As a football fan, when you watch Jack Wilshere it's hard not to get excited. 

Yes, of course last night's game against Brazil was a friendly. And yes, he may have been afforded a little more space than usual, but the fact remains, Wilshere's performance last night was top drawer.

His ability to dictate a game is all the more impressive when we consider he is still only 21. Wilshere seems to have mastered one of the most important assets for a midfield player in that he's always available to receive the ball. We all know of his bravery in the tackle, an admirable trait for someone so small in stature. Proof of this was seen last night at Wembley as Wilshere made the most tackles of any England midfielder, racking up five in total.

However, his willingness to demand the ball constantly is a different type of bravery, and one not often recognised in the more physical English game where "getting stuck in" is the most important midfield trait. 

To constantly put yourself under pressure by controlling the ball requires huge levels of self belief in your own ability. Wilshere has this in abundance, and he combines it with crisp, accurate passing that acts as the catalyst for many of his teams attacks. 

Last night, for example, he achieved a 94% pass completion rate. Wilshere gets on the ball a lot, and rarely gives it away. A good combination in an England side that has always struggled to retain possession.

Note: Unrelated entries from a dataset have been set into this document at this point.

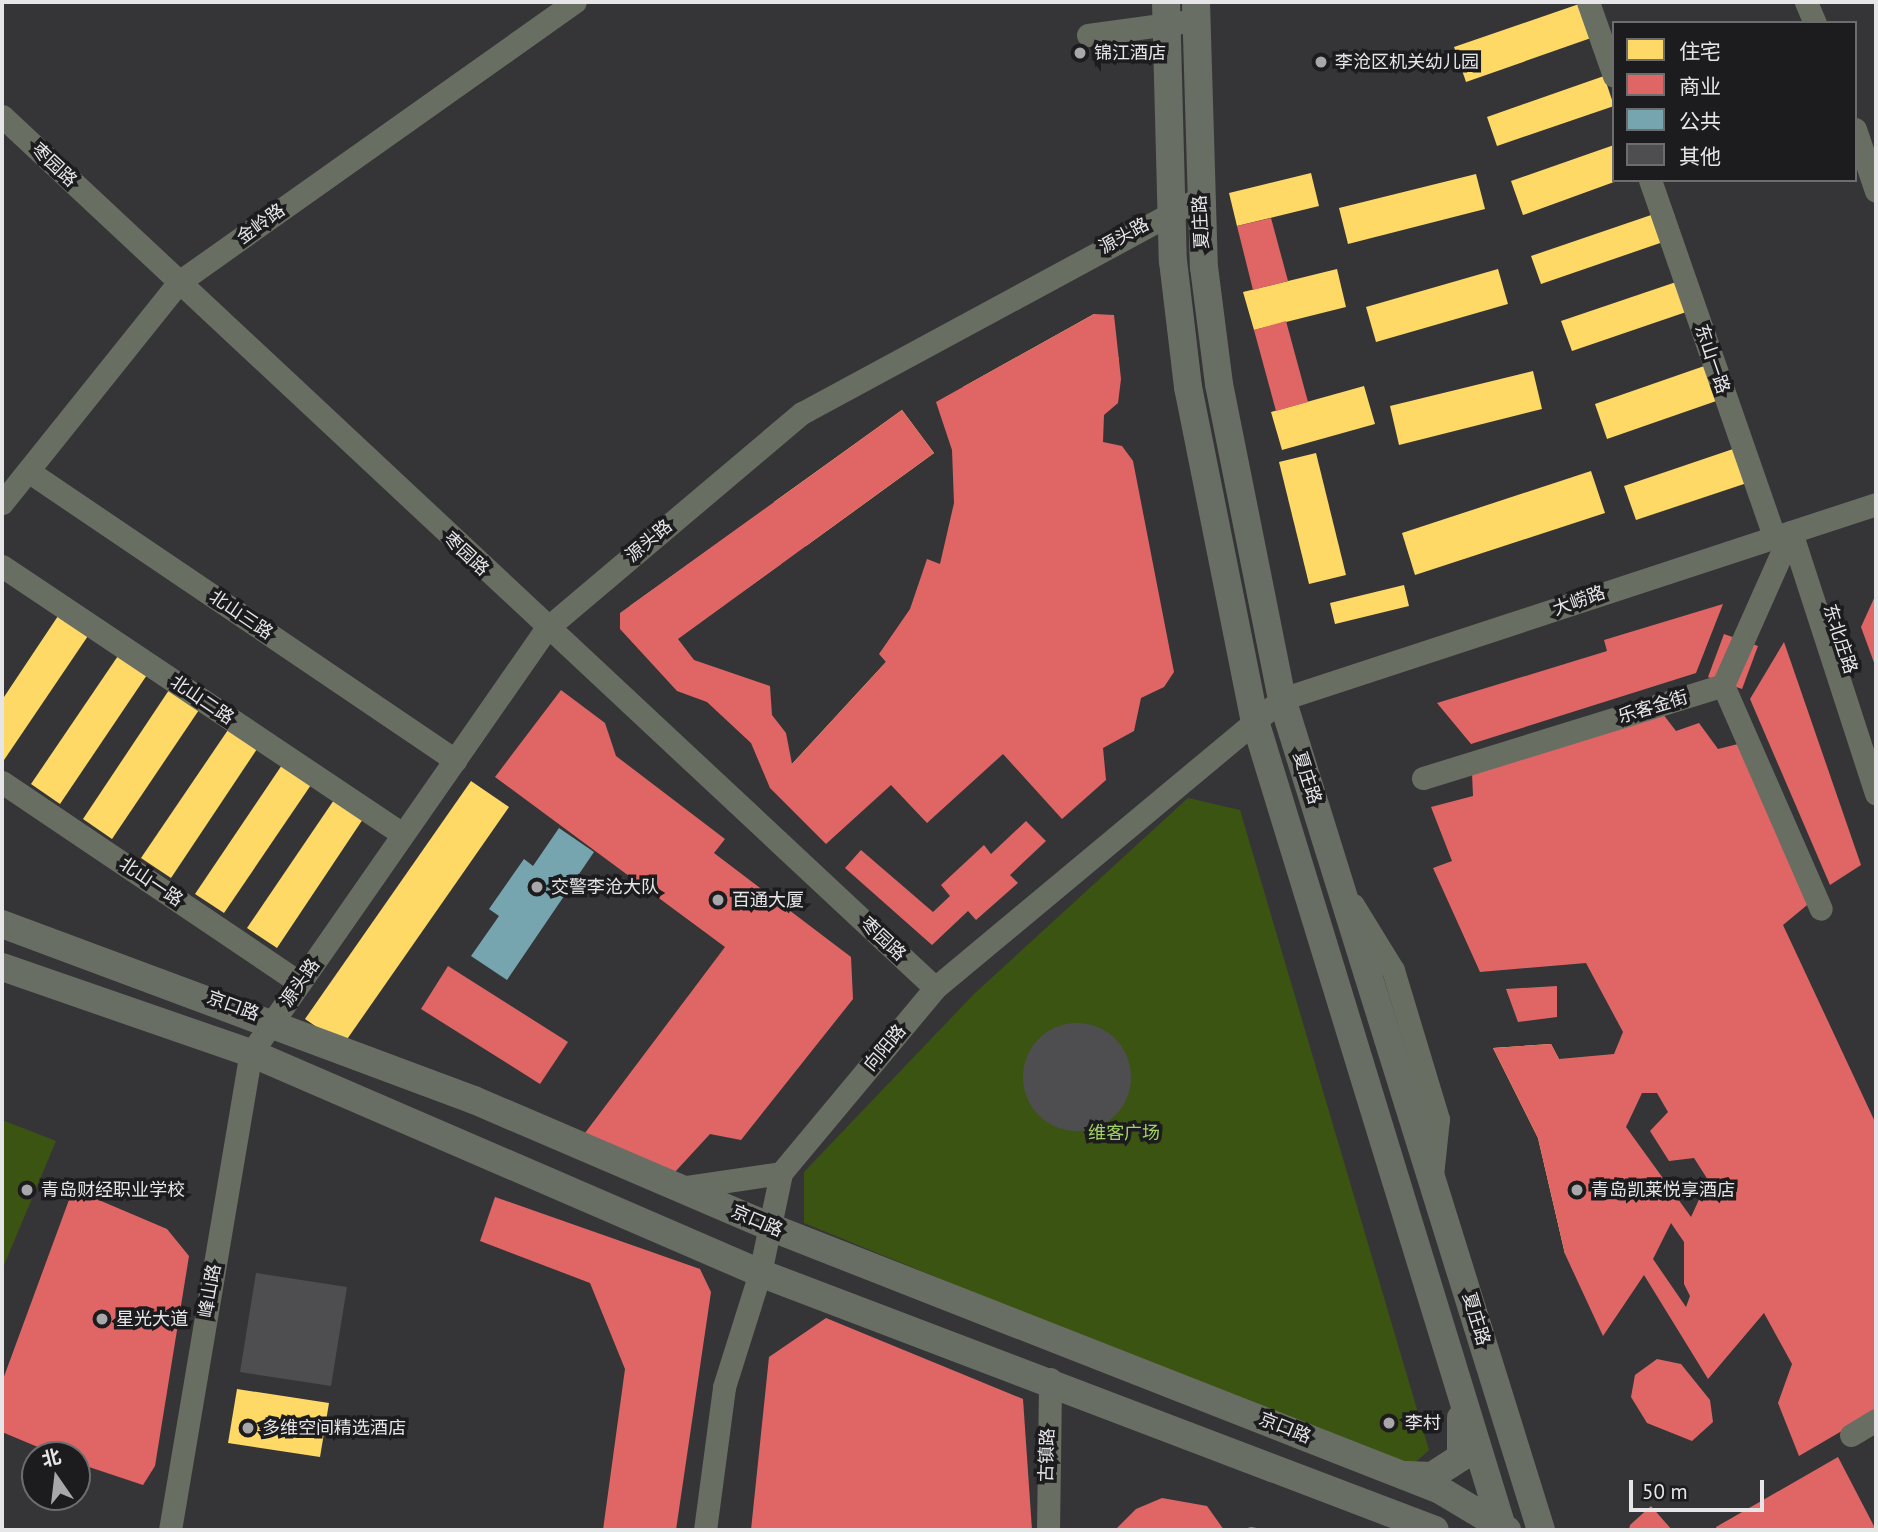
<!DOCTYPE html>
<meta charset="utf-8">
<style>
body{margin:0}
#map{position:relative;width:1878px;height:1532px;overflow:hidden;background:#353538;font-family:"PT Sans","Noto Sans SC",sans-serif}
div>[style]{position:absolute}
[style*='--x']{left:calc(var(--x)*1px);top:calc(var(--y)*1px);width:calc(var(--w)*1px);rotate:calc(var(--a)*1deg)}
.green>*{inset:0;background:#3c5411}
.homes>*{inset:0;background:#ffd966}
.shops>*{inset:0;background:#e06666}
.public>*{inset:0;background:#76a5af}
.building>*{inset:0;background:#4e4e50}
.round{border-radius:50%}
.minor>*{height:23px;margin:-11.5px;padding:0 11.5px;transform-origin:11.5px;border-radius:11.5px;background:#696e63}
.major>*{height:28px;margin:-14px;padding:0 14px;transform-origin:14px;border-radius:14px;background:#696e64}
.dots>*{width:19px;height:19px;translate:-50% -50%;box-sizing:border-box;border:4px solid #1c1c1e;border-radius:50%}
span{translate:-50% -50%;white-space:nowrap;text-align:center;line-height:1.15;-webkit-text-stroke:7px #1c1c1e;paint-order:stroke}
.poi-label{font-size:18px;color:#e6e6e9}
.left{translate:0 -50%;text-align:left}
.street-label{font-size:18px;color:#e6e6e9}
.park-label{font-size:18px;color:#a3d263}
.frame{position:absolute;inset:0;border:4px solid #e6e6e9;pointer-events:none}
.legend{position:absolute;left:1612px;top:21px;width:245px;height:161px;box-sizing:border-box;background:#1c1c1e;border:2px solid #6d6d6f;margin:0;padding:9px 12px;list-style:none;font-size:21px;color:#e6e6e9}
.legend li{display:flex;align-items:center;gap:14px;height:35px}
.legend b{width:35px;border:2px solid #6d6d6f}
.north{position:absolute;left:21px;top:1441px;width:70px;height:70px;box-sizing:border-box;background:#1c1c1e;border:2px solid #6d6d6f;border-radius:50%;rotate:346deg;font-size:19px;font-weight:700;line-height:28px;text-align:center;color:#e6e6e9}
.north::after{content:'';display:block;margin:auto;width:24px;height:32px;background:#a8a8ab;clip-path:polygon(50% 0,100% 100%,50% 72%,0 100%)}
.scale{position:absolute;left:1629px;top:1480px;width:135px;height:32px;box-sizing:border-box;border:4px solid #e6e6e9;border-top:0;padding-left:9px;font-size:21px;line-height:24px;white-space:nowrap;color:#e6e6e9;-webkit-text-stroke:5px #1c1c1e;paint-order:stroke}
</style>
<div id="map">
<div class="green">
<i style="clip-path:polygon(1188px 798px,1240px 810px,1429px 1450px,1407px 1470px,804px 1223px,804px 1172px,974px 994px)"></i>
<i style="clip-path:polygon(2px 1120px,56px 1141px,2px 1270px)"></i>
</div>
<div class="homes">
<i style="clip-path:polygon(1579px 4px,1591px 38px,1466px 82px,1454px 47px)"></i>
<i style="clip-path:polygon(1604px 76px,1614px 106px,1497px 146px,1487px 117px)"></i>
<i style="clip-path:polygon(1614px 145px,1614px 182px,1523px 215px,1511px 181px)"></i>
<i style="clip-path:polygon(1311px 173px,1319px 206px,1237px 226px,1229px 193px)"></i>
<i style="clip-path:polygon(1476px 174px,1485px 209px,1348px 244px,1339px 208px)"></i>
<i style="clip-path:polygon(1657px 213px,1666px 241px,1541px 284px,1531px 256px)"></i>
<i style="clip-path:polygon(1337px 269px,1346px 307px,1254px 330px,1243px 292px)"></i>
<i style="clip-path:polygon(1498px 269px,1508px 304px,1376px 342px,1366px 307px)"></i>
<i style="clip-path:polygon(1682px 280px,1692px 310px,1572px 351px,1561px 321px)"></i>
<i style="clip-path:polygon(1094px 314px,1119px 359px,988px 432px,963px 387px)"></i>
<i style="clip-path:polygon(1710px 364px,1722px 399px,1607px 439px,1595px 404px)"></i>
<i style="clip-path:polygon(1533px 371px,1542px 409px,1399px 445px,1390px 406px)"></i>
<i style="clip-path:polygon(1364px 386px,1375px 424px,1282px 450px,1271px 412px)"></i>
<i style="clip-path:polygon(902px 410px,934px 453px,806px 546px,774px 502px)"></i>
<i style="clip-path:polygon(1739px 447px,1750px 482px,1636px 520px,1624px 486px)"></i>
<i style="clip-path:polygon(1316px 453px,1346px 575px,1309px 584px,1279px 462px)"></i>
<i style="clip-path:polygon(1591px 471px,1605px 513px,1415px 575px,1402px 533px)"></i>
<i style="clip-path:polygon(750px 520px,781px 564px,662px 649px,630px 606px)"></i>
<i style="clip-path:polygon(1404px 585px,1409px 606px,1335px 624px,1330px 603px)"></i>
<i style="clip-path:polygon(62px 610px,92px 630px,2px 763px,2px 700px)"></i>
<i style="clip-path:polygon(122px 650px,151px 669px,60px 804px,31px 784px)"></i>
<i style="clip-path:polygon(886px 662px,923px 696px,830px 798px,792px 764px)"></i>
<i style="clip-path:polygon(173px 684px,203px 704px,112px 839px,83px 819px)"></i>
<i style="clip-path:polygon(562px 704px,586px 719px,557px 766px,533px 750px)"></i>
<i style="clip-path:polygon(232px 724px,261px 743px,171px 878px,141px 858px)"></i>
<i style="clip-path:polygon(286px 759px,315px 779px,224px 913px,195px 894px)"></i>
<i style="clip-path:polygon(471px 781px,509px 807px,343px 1045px,305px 1019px)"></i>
<i style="clip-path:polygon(338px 794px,367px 813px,277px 948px,247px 928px)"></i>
<i style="clip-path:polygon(704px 851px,725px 865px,693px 912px,672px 897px)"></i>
<i style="clip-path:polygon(685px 1025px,717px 1047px,663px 1120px,632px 1097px)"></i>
<i style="clip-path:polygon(1551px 1044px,1590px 1118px,1615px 1242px,1565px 1254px,1538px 1138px,1493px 1048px)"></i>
<i style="clip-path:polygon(237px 1389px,329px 1403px,320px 1457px,228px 1443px)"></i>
</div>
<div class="shops">
<i style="clip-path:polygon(1271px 218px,1288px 281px,1253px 290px,1237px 226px)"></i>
<i style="clip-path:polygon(1094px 314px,1114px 315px,1121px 379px,1118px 403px,1104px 415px,1103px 442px,1122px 446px,1133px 461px,1174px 672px,1164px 687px,1141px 698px,1134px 731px,1103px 748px,1106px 780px,1062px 819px,1003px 754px,927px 823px,891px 785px,826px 844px,770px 788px,751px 743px,707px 702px,677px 691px,620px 629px,620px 613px,902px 410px,934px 453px,678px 639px,694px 660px,770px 686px,772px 715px,786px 733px,792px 764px,886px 662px,879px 654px,910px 609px,927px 559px,940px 564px,954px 503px,952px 450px,936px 402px)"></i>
<i style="clip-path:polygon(1286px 321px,1308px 402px,1276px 411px,1254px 330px)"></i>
<i style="clip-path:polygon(1876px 594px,1876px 668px,1861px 627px)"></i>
<i style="clip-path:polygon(1723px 604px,1696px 673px,1471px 744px,1437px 703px,1607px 651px,1604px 640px)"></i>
<i style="clip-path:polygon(1724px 634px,1758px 646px,1742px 689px,1708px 677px)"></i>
<i style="clip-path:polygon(1784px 642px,1861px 865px,1830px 885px,1750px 699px)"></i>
<i style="clip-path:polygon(561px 690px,605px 723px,616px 756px,725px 839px,714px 853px,851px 957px,853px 999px,741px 1140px,710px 1134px,674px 1173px,582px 1137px,725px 947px,495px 777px)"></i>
<i style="clip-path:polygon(evenodd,1659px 709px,1676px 731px,1699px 723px,1718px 749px,1742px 743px,1812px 901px,1783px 925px,1876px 1124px,1876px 1411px,1799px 1456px,1778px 1403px,1792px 1364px,1764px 1313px,1708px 1379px,1644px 1275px,1603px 1336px,1565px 1254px,1538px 1138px,1493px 1048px,1551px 1044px,1559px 1059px,1614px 1054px,1623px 1032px,1586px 963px,1480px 972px,1433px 868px,1452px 861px,1431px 807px,1473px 796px,1472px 773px,1659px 709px,1642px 1093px,1657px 1093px,1668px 1112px,1650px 1131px,1669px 1161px,1694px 1158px,1708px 1180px,1691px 1217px,1626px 1127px,1642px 1093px,1659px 709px,1671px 1223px,1684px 1242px,1684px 1284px,1690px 1296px,1686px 1307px,1653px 1259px,1671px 1223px)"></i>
<i style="clip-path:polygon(1026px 821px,1046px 841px,1010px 875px,1018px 883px,976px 920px,968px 911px,932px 945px,845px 868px,861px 850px,933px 912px,950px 896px,941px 885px,984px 845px,991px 854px)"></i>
<i style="clip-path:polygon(448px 966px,568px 1042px,540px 1084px,421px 1009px)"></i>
<i style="clip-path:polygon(1557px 986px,1557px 1017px,1518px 1022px,1506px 989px)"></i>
<i style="clip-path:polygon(73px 1189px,167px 1229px,189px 1256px,155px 1466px,143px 1485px,77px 1463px,77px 1455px,57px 1455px,2px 1432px,2px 1382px)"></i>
<i style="clip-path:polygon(495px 1197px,700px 1269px,711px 1292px,676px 1530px,603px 1530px,625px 1369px,590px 1283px,480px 1241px)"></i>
<i style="clip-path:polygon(826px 1318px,1023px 1399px,1032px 1530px,751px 1530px,769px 1357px)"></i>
<i style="clip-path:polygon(1657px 1359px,1681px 1364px,1710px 1400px,1713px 1422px,1692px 1441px,1647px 1423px,1631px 1397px,1635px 1375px)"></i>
<i style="clip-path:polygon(1838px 1457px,1876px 1530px,1717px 1530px,1716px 1527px)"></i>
<i style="clip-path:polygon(1162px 1498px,1207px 1506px,1224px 1530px,1115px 1530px,1136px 1509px)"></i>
<i style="clip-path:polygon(1651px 1506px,1672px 1530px,1629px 1530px,1630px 1525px)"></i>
<i style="clip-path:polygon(1251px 1527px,1263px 1529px,1263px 1530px,1241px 1530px)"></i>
</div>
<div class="public">
<i style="clip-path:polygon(559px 828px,594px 852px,507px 980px,471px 956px,499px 916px,489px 909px,524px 859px,533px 866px)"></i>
</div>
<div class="building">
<i class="round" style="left:1023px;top:1023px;width:108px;height:108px"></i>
<i style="clip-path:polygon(256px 1273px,347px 1287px,331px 1386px,240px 1372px)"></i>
</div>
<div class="minor">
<i style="--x:1588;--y:2;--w:78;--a:70.6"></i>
<i style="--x:1806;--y:2;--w:23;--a:67"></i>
<i style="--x:1088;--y:35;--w:109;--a:-7.9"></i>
<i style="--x:2;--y:116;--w:1277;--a:43.06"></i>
<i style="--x:1855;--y:129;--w:65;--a:71.3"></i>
<i style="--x:1650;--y:180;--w:378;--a:70.8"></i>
<i style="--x:28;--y:471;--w:516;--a:34.09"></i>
<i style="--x:2;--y:503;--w:283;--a:-51.3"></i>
<i style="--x:179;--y:282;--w:485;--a:-35.3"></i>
<i style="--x:1791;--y:532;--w:275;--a:72"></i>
<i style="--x:2;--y:566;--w:482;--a:33.8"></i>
<i style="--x:1723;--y:685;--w:244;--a:66.4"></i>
<i style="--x:1423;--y:778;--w:314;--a:-17.2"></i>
<i style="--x:1723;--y:685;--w:167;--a:-66"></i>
<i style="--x:2;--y:782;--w:359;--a:34"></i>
<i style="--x:1353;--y:905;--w:76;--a:58.4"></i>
<i style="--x:1393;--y:970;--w:156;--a:73.2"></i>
<i style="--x:1438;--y:1119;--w:56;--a:96.1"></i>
<i style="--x:680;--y:1188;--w:102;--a:-8.4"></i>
<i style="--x:1851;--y:1435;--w:29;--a:-31"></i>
<i style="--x:170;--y:1530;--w:484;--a:-80.4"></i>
<i style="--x:251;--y:1053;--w:517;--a:-55.17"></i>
<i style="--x:546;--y:629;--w:335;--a:-40.2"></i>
<i style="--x:802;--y:413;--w:451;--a:-28.4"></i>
<i style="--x:705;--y:1530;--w:144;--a:-82.4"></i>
<i style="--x:724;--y:1387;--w:120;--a:-72.5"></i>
<i style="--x:760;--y:1273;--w:102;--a:-78.1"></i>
<i style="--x:781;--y:1173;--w:241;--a:-50.2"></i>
<i style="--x:935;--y:988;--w:452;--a:-39.8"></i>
<i style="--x:1282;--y:699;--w:625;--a:-18.17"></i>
<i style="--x:1048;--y:1530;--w:151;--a:-89.2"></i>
</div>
<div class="major">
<i style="--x:1166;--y:2;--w:259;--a:88.5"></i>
<i style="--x:1173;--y:261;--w:127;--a:83.2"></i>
<i style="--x:1188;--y:387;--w:341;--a:78.7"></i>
<i style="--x:1255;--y:721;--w:846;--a:72.96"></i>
<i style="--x:1196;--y:2;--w:265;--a:88.3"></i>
<i style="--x:1204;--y:267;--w:118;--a:82.7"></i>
<i style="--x:1219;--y:384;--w:321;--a:78.7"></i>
<i style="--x:1282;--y:699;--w:870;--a:72.69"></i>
<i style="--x:2;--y:924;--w:504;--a:20.45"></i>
<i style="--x:474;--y:1100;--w:322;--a:23.2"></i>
<i style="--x:770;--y:1227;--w:720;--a:21.43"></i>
<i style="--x:1440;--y:1490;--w:78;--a:30.8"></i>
<i style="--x:2;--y:967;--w:263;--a:19.1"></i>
<i style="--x:251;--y:1053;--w:555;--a:23.37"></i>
<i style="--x:760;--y:1273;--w:722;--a:20.84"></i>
<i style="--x:1407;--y:1475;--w:25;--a:2"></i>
<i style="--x:1432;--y:1476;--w:35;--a:-33"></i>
<i style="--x:1461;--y:1457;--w:39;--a:-90"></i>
</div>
<div class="dots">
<i style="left:1080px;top:53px;background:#a8a8ab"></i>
<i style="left:1321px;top:62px;background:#a8a8ab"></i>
<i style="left:537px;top:887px;background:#a8a8ab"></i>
<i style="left:718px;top:900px;background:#a8a8ab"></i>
<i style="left:27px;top:1190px;background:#a8a8ab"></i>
<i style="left:1577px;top:1190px;background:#a8a8ab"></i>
<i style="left:102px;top:1319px;background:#a8a8ab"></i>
<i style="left:1389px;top:1423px;background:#a8a8ab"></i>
<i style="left:248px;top:1428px;background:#a8a8ab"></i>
</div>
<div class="poi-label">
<span class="left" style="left:1094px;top:53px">锦江酒店</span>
<span class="left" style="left:1335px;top:62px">李沧区机关幼儿园</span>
<span class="left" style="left:551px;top:887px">交警李沧大队</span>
<span class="left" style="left:732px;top:900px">百通大厦</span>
<span class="left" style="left:41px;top:1190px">青岛财经职业学校</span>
<span class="left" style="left:1591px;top:1190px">青岛凯莱悦享酒店</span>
<span class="left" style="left:116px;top:1319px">星光大道</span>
<span class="left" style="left:1405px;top:1423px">李村</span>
<span class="left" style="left:262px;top:1428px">多维空间精选酒店</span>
</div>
<div class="street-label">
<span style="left:54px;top:165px;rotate:43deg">枣园路</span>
<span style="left:1201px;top:222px;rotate:-93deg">夏庄路</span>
<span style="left:261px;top:224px;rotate:-36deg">金岭路</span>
<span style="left:1124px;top:236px;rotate:-29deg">源头路</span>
<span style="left:1712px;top:359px;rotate:71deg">东山一路</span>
<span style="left:649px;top:541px;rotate:-40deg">源头路</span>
<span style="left:466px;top:554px;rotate:43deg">枣园路</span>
<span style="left:1579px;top:601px;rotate:-20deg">大崂路</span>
<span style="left:241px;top:615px;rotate:34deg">北山三路</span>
<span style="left:1840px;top:639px;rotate:72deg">东北庄路</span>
<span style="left:202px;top:700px;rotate:34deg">北山二路</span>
<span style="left:1653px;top:707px;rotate:-17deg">乐客金街</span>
<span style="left:1307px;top:778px;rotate:72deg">夏庄路</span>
<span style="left:151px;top:882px;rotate:34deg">北山一路</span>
<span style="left:883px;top:939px;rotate:43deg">枣园路</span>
<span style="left:300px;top:983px;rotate:-55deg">源头路</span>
<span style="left:233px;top:1006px;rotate:20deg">京口路</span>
<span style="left:885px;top:1048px;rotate:-50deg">向阳路</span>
<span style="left:757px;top:1221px;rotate:23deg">京口路</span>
<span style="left:210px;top:1291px;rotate:-80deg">峰山路</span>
<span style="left:1476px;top:1319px;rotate:73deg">夏庄路</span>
<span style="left:1285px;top:1428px;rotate:22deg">京口路</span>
<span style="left:1047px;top:1455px;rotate:-88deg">古镇路</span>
</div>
<div class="park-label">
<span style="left:1124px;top:1133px">维客广场</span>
</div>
<div class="frame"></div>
<ul class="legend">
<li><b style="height:19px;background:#ffd966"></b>住宅</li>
<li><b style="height:19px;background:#e06666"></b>商业</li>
<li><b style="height:19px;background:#76a5af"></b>公共</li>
<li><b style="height:19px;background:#4e4e50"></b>其他</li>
</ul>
<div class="north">北</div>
<div class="scale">50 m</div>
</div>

Wilshere lists Steven Gerrard as one of his heroes. In an interview with the Daily Star, he said: "If I can get anywhere near as good as him (Gerrard) and drive the team forward like he does, then I will be happy". 

It's obvious that Wilshere puts these words into action on the pitch. He has an unbelievable ability to beat players in midfield, and attack exposed defensive lines. Rooney's first goal last night was an example of this. Wilshere's driving run opened up space for other players, and his perfectly weighted slide rule pass to Walcott shows he has the elegant touch to couple with the more forceful, direct side of his game.

However, it is important to remember that the Arsenal man represents a different type of player to Gerrard. Wilshere has openly admitted that Gerrard's long-range passing is better. No one will contest that, and while Gerrard's ability to hit the "Hollywood pass" is admirable, it doesn't always come off, especially against better opposition in the international arena. 

Gerrard explodes into life after quiet periods in a game, his attributes are seen mainly on the Match of the Day highlight reel through a 25-yard screamer, or a bone-crunching tackle. 

But these attributes were no good to England, when they were getting passed off the park against Italy in Kiev during the summer. How badly England needed a player to retain the ball, to complete a few short passes, and allow their midfielders to see some of the ball, instead of chasing Andrea Pirlo around for 120 minutes. 

Wilshere is that type of midfield player. He manages to retain the aggression and directness present in many English midfielders, while also possessing a patient, possession-aware style unlike those that have gone before him.

Hype is a problem in England, too much pressure is put on young players shoulders too soon. So, when they don't fulfil the unrealistic expectations of the media, their performances suffer as a result. 

Jack Wilshere will not fall into such a trap, he is a tremendously brave and self confident player that will only improve and become more consistent as time passes.

If last night's performance against Brazil foreshadows what he will do in Rio in 2014, England's predictable pre-World Cup hype maybe actually be valid.